### What is needed
In the records that follow, locate every line with "absolute" and extract it.

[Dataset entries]
=== Section Start ===

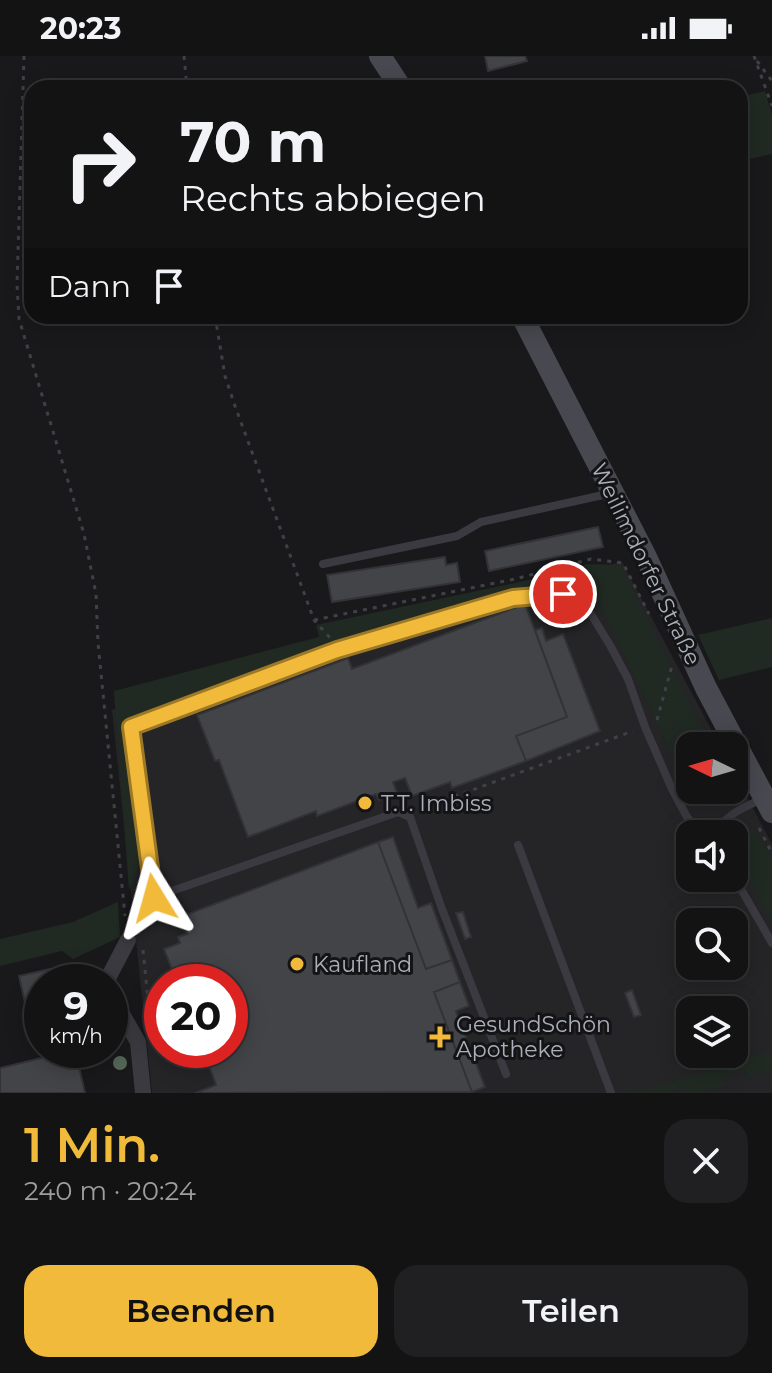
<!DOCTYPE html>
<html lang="de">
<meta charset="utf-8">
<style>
:root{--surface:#131314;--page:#202022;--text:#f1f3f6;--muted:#9d9ea0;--line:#323234;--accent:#f1ba3a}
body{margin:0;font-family:Montserrat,sans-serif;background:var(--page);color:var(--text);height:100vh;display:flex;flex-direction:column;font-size:30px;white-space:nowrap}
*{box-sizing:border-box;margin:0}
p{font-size:26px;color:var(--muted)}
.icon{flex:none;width:44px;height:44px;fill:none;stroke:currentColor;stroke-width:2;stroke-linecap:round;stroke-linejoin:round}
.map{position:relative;height:1037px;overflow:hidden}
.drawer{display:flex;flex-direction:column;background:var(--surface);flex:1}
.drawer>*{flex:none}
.hud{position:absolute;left:24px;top:24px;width:724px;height:244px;border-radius:24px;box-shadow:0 4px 20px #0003,0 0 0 2px var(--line);background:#131314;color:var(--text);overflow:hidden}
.needle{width:52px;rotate:275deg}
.tools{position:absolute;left:676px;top:676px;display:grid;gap:16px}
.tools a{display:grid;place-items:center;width:72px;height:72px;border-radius:16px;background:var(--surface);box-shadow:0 4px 20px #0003,0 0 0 2px var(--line);font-size:40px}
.speed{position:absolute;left:24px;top:908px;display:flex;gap:16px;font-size:40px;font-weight:700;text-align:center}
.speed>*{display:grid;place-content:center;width:104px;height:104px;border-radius:50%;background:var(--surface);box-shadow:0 4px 20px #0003,0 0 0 2px var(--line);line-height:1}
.speed small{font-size:20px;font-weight:400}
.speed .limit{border:12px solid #d22;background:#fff;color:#111}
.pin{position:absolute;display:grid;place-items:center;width:68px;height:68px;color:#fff;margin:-34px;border:4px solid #fff;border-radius:50%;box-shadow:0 2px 8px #0007}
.me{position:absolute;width:88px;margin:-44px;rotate:352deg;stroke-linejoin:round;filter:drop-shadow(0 0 6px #0008)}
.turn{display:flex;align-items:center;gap:28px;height:168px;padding:0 24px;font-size:36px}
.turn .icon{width:104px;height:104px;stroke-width:2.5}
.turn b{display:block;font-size:56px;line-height:68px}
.then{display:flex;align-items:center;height:76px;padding:0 24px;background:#0003;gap:16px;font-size:30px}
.round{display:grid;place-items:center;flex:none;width:84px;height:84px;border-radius:24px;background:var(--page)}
.headline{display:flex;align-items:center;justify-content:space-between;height:136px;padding:0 24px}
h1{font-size:48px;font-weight:600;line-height:60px;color:var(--accent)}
.primary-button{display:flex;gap:16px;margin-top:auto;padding:16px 24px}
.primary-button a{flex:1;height:92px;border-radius:24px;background:var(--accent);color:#111;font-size:32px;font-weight:600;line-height:92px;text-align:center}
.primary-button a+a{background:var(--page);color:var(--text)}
.status{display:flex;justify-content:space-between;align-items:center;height:56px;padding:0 40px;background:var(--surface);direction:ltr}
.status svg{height:22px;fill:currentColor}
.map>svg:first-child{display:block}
.built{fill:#252528;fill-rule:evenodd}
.green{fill:#202922}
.building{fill:#434448;stroke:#333337;stroke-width:2}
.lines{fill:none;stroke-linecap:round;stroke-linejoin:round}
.path{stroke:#404147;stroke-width:3;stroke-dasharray:4 6;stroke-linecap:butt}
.lane{stroke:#3a3a40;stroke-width:8}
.street{stroke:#3a3a40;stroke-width:16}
.secondary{stroke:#484950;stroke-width:22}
.tree{fill:#536656}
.route-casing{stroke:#9d7926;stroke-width:20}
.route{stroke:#f1ba3a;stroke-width:14}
.poi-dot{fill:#f1ba3a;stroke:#141416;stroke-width:3}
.labels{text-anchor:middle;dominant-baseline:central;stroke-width:6;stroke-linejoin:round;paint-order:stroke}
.street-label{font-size:22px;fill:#abafba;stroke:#141416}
.poi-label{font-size:22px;fill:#abafba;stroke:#141416;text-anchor:start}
</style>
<div class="status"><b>20:23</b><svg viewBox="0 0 49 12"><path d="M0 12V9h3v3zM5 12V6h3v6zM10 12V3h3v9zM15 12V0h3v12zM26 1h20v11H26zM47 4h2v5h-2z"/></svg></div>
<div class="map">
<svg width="772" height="1037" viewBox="0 0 772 1037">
<rect width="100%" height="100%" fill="#19191b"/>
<path class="built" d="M622,506L720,690H690V734H734V717L772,788V1037H152L112,654L440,545ZM690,778H734V822H690ZM690,866H734V910H690ZM162,926H230V994H162ZM690,954H734V998H690Z"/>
<path class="green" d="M765,35L772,59V98L740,105V41Z
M588,508L621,509L711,690H690V719L681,718L587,521L472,546L324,593L321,586L322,599L131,671L146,794L129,834L114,635L319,581L316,569L524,525Z
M772,562V611L719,624L698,579Z
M753,771L772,803V866L734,797V787Z
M118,846L120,881L73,903L62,895L0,910V883L73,866Z
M772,994V1013L748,1021L743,1014L723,1021L725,1030L702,1037H684L682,1033L668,1037H626L624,1032L632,1029L635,1037Z"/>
<path class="building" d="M485,0H525L527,5L488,15Z
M598,471L603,491L489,515L485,495Z
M445,501L446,509L457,507L460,526L332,546L327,519Z
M525,548L567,661L516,680L526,705L452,732L450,726L412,740L405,722L393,726L397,737L379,744L376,738L317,760L316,755L248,781L219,704L215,705L197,659L348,602L352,613Z
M542,572L546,585L563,578L600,675L526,705L516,680L567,661L535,574Z
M393,781L418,852L431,847L452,904L426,913L378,786Z
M378,786L426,913L452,904L460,926L434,936L472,1036L195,1037L216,1029L203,994H230V926H177L164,893L180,887L178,881L187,878L180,861Z
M463,856L471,881L465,883L456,857Z
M50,913L53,926H42V975L32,977L19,920Z
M460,926L469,950L456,955L485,1031L472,1036L434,936Z
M632,934L641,959L634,961L625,937Z
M75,994L85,1037H0V1012Z"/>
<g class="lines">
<path class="path" d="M24,0L17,228L19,263L84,478L96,538L98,587L125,860
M184,0L187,32
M754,0L772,50
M757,5L772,25
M215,260L225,320L235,350L314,564L331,583
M314,564L515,523L591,503L623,507L649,558
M657,664L673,606
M445,744L633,675
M759,772L772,797
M143,894L151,974"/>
<path class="lane" d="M323,508L457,480L481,466L612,437
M734,720L748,711
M672,733L690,732
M717,778C723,759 745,751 762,743
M518,789L611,1037
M734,821L772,887
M154,842L131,671L337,594L513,542L563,538L586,550L611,591L628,623L645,671L672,733L687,761L700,778
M128,884L149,843L398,756L410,761L442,853L506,1018"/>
<path class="street" d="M106,926L128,884
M110,937L138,986L143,1037"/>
<path class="secondary" d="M380,0L401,32
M522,260L646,501L706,632L772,756"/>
</g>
<circle class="tree" cx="120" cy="1007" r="7"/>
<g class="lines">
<defs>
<path id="route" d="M154,842L131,671L337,594L513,542L563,538"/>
</defs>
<use href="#route" class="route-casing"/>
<use href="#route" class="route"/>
</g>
<g class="poi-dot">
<circle cx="365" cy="747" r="8"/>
<circle cx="297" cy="908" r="8"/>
<path d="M436 969h8v8h8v8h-8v8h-8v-8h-8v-8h8z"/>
</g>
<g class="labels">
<g class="street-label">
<text transform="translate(646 508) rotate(64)">Weilimdorfer Straße</text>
</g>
<g class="poi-label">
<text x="381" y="747">T.T. Imbiss</text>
<text x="313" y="908">Kaufland</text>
<text x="456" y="968">GesundSchön<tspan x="456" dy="25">Apotheke</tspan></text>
</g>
</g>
</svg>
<div class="tools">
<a><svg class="needle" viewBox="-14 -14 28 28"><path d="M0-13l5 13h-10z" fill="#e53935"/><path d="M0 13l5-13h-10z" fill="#9d9ea0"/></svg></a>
<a><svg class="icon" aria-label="sound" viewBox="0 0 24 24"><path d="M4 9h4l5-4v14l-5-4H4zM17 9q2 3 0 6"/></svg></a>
<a><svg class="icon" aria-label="search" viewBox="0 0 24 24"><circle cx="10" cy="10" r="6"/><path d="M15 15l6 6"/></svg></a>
<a><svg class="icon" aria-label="layers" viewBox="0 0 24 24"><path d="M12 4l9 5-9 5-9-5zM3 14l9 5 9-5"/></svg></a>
</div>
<div class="speed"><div>9<small>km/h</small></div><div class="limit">20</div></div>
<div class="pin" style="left:563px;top:538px;background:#d93025"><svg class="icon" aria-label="arrive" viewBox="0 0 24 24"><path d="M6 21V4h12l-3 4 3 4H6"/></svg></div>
<svg class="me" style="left:154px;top:842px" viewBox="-20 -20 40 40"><path d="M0-17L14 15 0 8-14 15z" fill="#f1ba3a" stroke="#fff" stroke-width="4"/></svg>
<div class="hud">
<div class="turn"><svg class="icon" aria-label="right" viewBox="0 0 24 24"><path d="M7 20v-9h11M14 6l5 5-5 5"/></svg><div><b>70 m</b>Rechts abbiegen</div></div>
<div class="then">Dann<svg class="icon" aria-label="arrive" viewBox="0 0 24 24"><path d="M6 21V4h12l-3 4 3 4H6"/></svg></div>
</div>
</div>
<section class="drawer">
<div class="headline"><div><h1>1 Min.</h1><p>240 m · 20:24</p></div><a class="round"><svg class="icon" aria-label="close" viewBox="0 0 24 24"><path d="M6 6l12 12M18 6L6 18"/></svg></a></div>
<div class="primary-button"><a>Beenden</a><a>Teilen</a></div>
</section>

=== Section End ===

### Answer section
.hud{position:absolute;left:24px;top:24px;width:724px;height:244px;border-radius:24px;box-shadow:0 4px 20px #0003,0 0 0 2px var(--line);background:#131314;color:var(--text);overflow:hidden}
.tools{position:absolute;left:676px;top:676px;display:grid;gap:16px}
.speed{position:absolute;left:24px;top:908px;display:flex;gap:16px;font-size:40px;font-weight:700;text-align:center}
.pin{position:absolute;display:grid;place-items:center;width:68px;height:68px;color:#fff;margin:-34px;border:4px solid #fff;border-radius:50%;box-shadow:0 2px 8px #0007}
.me{position:absolute;width:88px;margin:-44px;rotate:352deg;stroke-linejoin:round;filter:drop-shadow(0 0 6px #0008)}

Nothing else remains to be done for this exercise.